• Assignment:
The entries below should be quoted exactly, with no pictures carried over.

• Provided data:
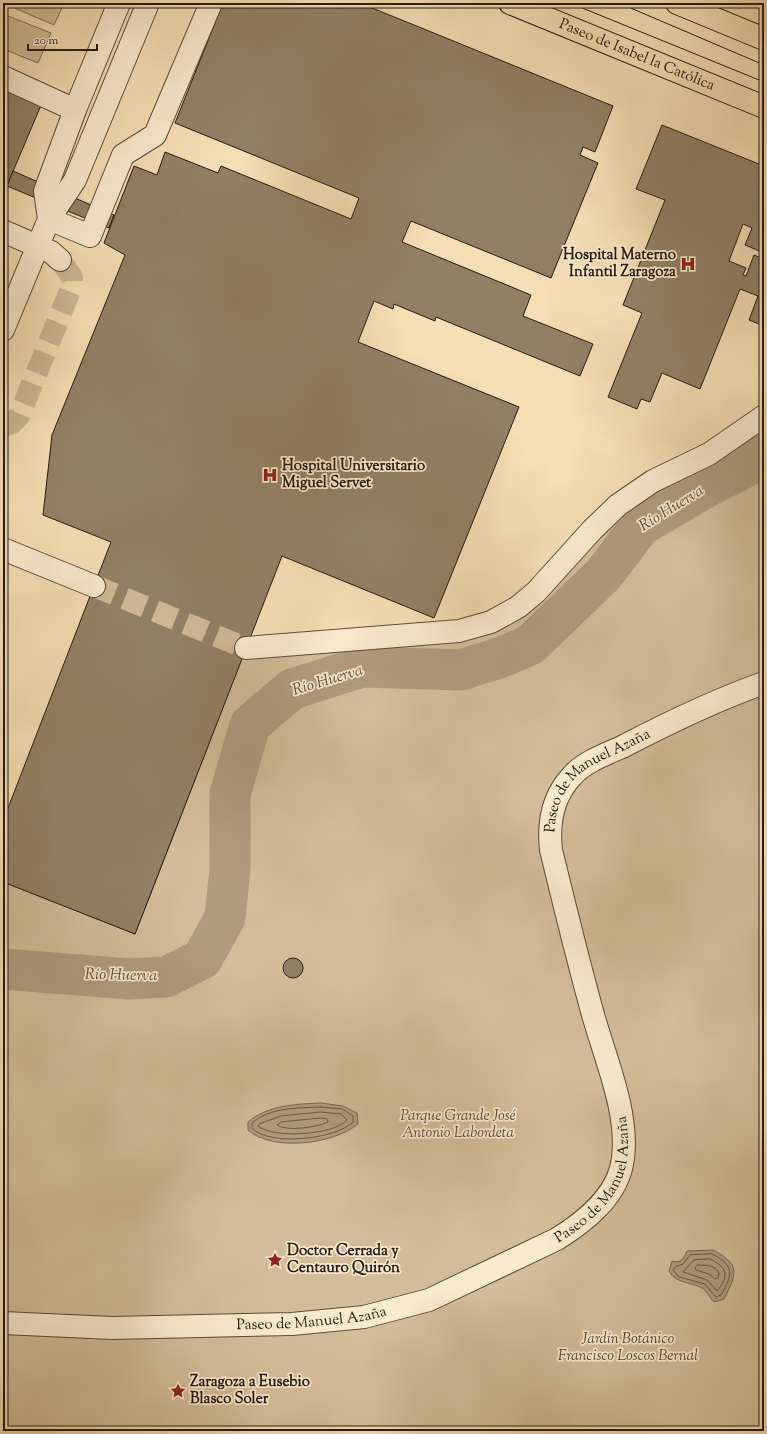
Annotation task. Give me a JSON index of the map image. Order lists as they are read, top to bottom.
{
  "streets": {
    "main road": ["Paseo de Isabel la Católica"],
    "street": ["Paseo de Manuel Azaña"]
  },
  "water": ["Río Huerva"],
  "parks": ["Parque Grande José Antonio Labordeta", "Jardín Botánico Francisco Loscos Bernal"],
  "places": {
    "hospital": ["Hospital Materno Infantil Zaragoza", "Hospital Universitario Miguel Servet"],
    "place": ["Doctor Cerrada y Centauro Quirón", "Zaragoza a Eusebio Blasco Soler"]
  },
  "scale_bar": "20 m"
}
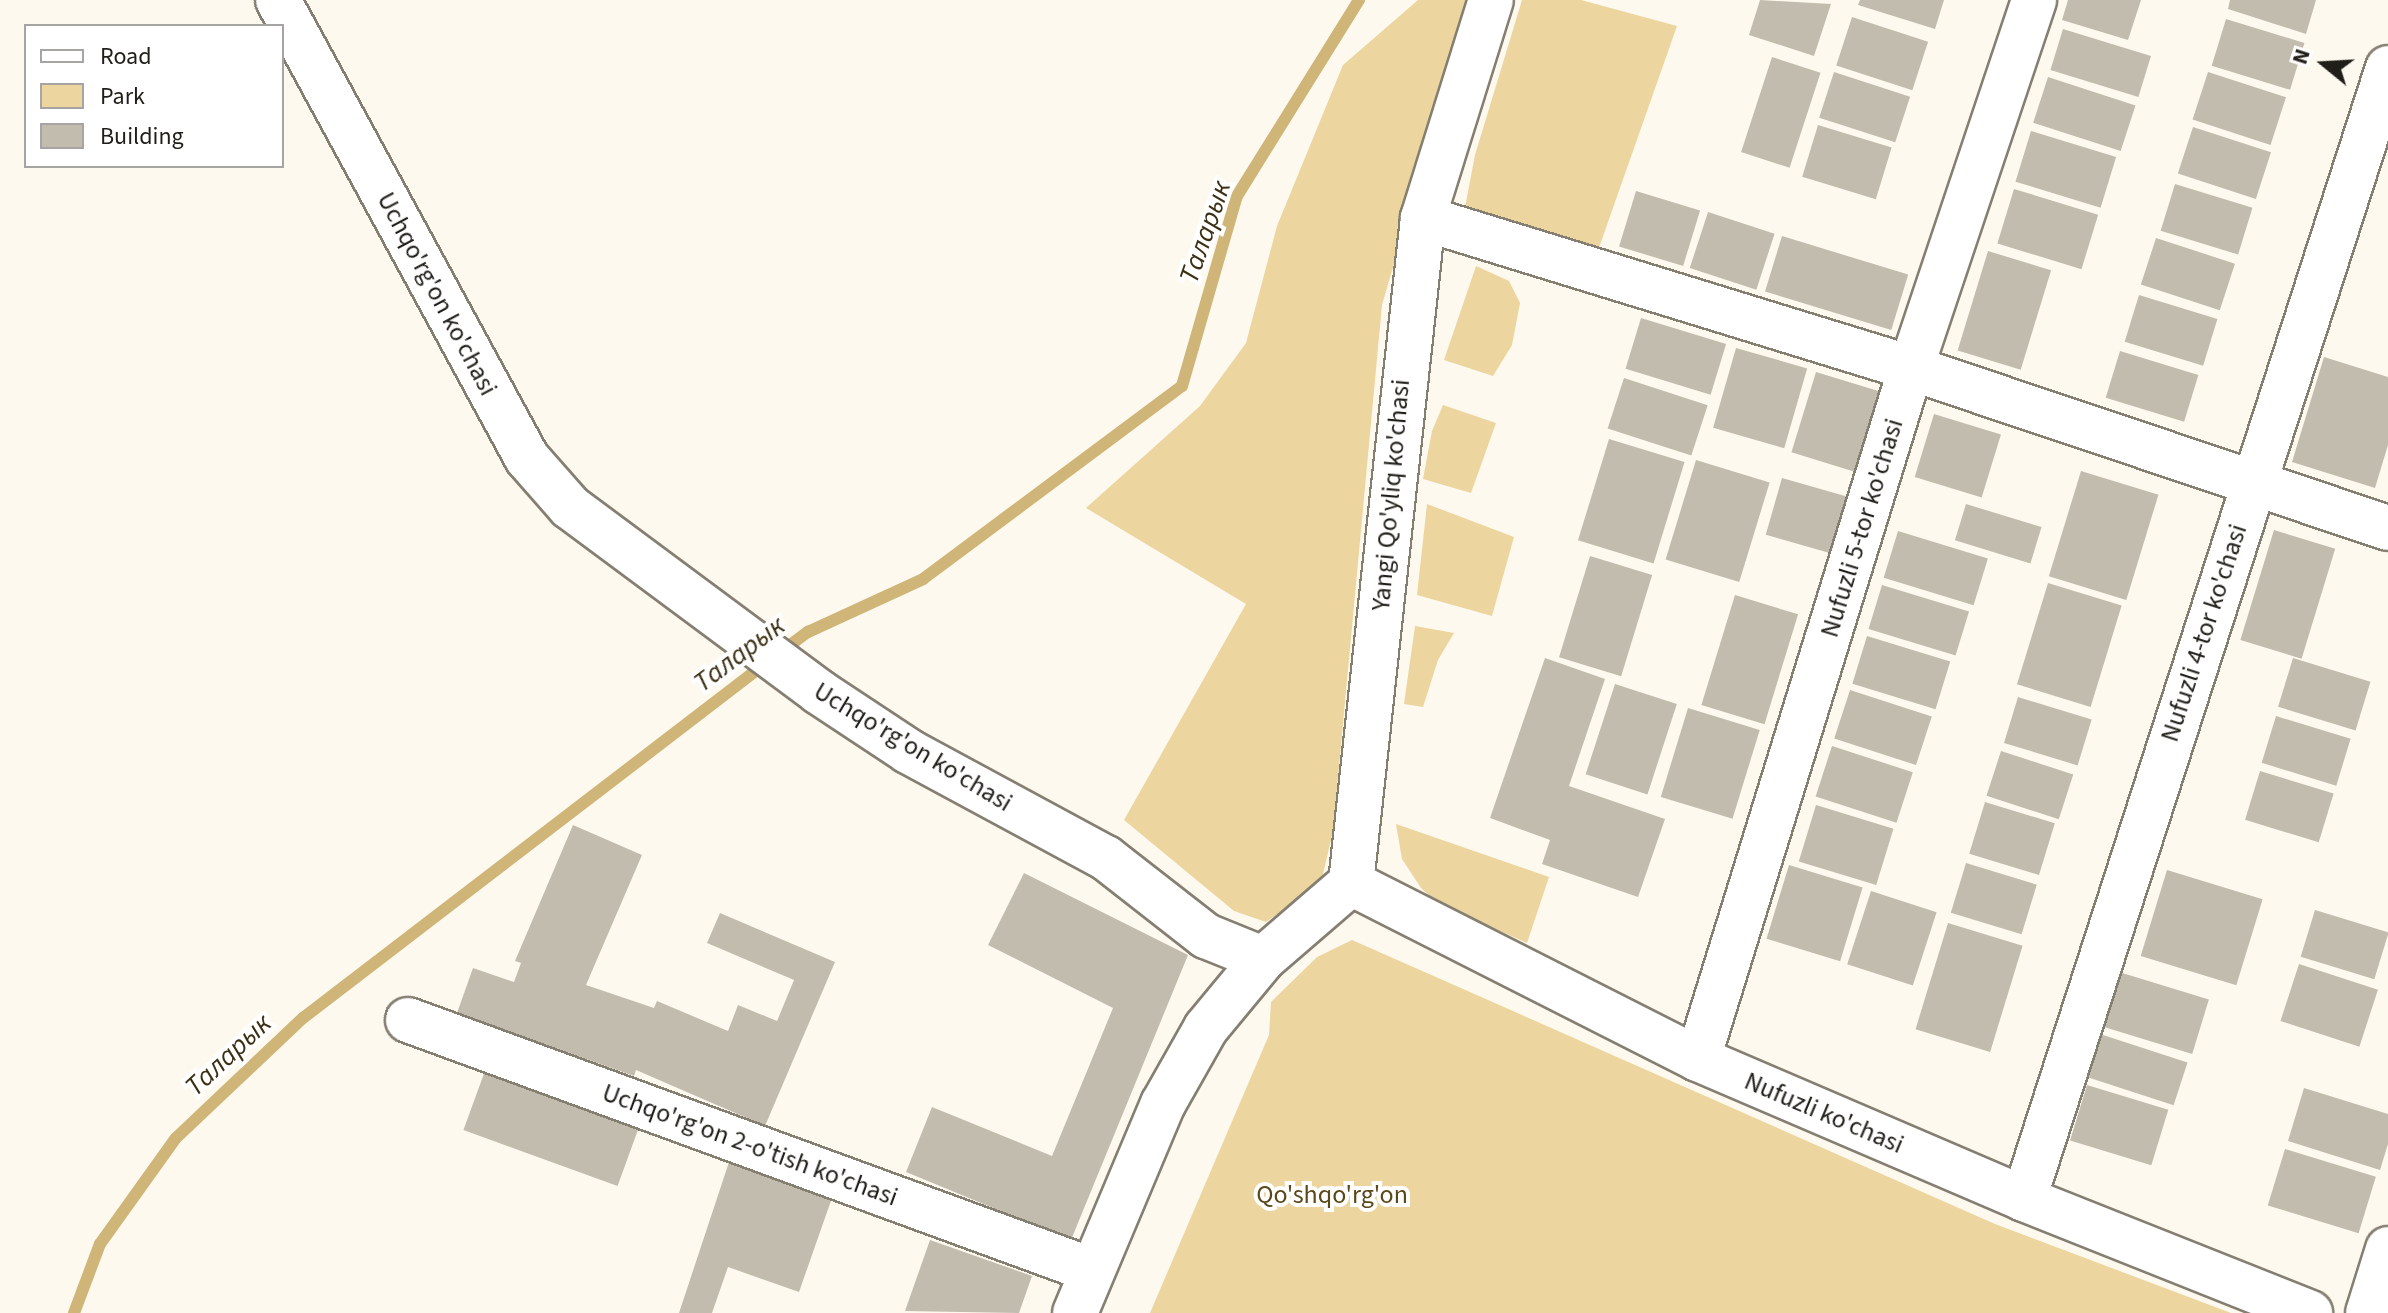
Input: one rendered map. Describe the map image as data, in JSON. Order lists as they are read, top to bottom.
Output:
{
  "streets": {
    "street": [
      "Uchqo'rg'on ko'chasi",
      "Yangi Qo'yliq ko'chasi",
      "Nufuzli 5-tor ko'chasi",
      "Nufuzli 4-tor ko'chasi",
      "Nufuzli ko'chasi",
      "Uchqo'rg'on 2-o'tish ko'chasi"
    ]
  },
  "crossings": [
    ["Yangi Qo'yliq ko'chasi", "Nufuzli ko'chasi"],
    ["Nufuzli 5-tor ko'chasi", "Nufuzli ko'chasi"],
    ["Nufuzli 4-tor ko'chasi", "Nufuzli ko'chasi"]
  ],
  "water": ["Таларык"],
  "parks": ["Qo'shqo'rg'on"],
  "legend": ["Road", "Park", "Building"],
  "north": "left"
}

• Task response:
Annotation task. Give me a JSON index of the map image. Order lists as they are read, top to bottom.
{
  "streets": {
    "main road": ["Paseo de Isabel la Católica"],
    "street": ["Paseo de Manuel Azaña"]
  },
  "water": ["Río Huerva"],
  "parks": ["Parque Grande José Antonio Labordeta", "Jardín Botánico Francisco Loscos Bernal"],
  "places": {
    "hospital": ["Hospital Materno Infantil Zaragoza", "Hospital Universitario Miguel Servet"],
    "place": ["Doctor Cerrada y Centauro Quirón", "Zaragoza a Eusebio Blasco Soler"]
  },
  "scale_bar": "20 m"
}
Input: one rendered map. Describe the map image as data, in JSON. Order lists as they are read, top to bottom.
Output:
{
  "streets": {
    "street": [
      "Uchqo'rg'on ko'chasi",
      "Yangi Qo'yliq ko'chasi",
      "Nufuzli 5-tor ko'chasi",
      "Nufuzli 4-tor ko'chasi",
      "Nufuzli ko'chasi",
      "Uchqo'rg'on 2-o'tish ko'chasi"
    ]
  },
  "crossings": [
    ["Yangi Qo'yliq ko'chasi", "Nufuzli ko'chasi"],
    ["Nufuzli 5-tor ko'chasi", "Nufuzli ko'chasi"],
    ["Nufuzli 4-tor ko'chasi", "Nufuzli ko'chasi"]
  ],
  "water": ["Таларык"],
  "parks": ["Qo'shqo'rg'on"],
  "legend": ["Road", "Park", "Building"],
  "north": "left"
}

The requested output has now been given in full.